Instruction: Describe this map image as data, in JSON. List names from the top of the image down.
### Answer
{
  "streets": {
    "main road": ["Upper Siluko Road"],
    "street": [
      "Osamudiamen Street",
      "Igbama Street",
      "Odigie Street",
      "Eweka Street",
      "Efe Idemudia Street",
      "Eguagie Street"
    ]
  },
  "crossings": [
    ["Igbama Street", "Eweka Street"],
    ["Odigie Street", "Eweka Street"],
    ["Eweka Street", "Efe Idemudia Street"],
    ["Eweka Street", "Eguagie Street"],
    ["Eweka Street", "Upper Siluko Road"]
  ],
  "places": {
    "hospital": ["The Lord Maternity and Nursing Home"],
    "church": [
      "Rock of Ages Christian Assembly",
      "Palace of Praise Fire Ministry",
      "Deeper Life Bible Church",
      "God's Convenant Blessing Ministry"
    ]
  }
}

[Problem requirements] Retype the listing exactly. Leave nothing out.

[Your response]
Instruction: Describe this map image as data, in JSON. List names from the top of the image down.
### Answer
{
  "streets": {
    "main road": ["Upper Siluko Road"],
    "street": [
      "Osamudiamen Street",
      "Igbama Street",
      "Odigie Street",
      "Eweka Street",
      "Efe Idemudia Street",
      "Eguagie Street"
    ]
  },
  "crossings": [
    ["Igbama Street", "Eweka Street"],
    ["Odigie Street", "Eweka Street"],
    ["Eweka Street", "Efe Idemudia Street"],
    ["Eweka Street", "Eguagie Street"],
    ["Eweka Street", "Upper Siluko Road"]
  ],
  "places": {
    "hospital": ["The Lord Maternity and Nursing Home"],
    "church": [
      "Rock of Ages Christian Assembly",
      "Palace of Praise Fire Ministry",
      "Deeper Life Bible Church",
      "God's Convenant Blessing Ministry"
    ]
  }
}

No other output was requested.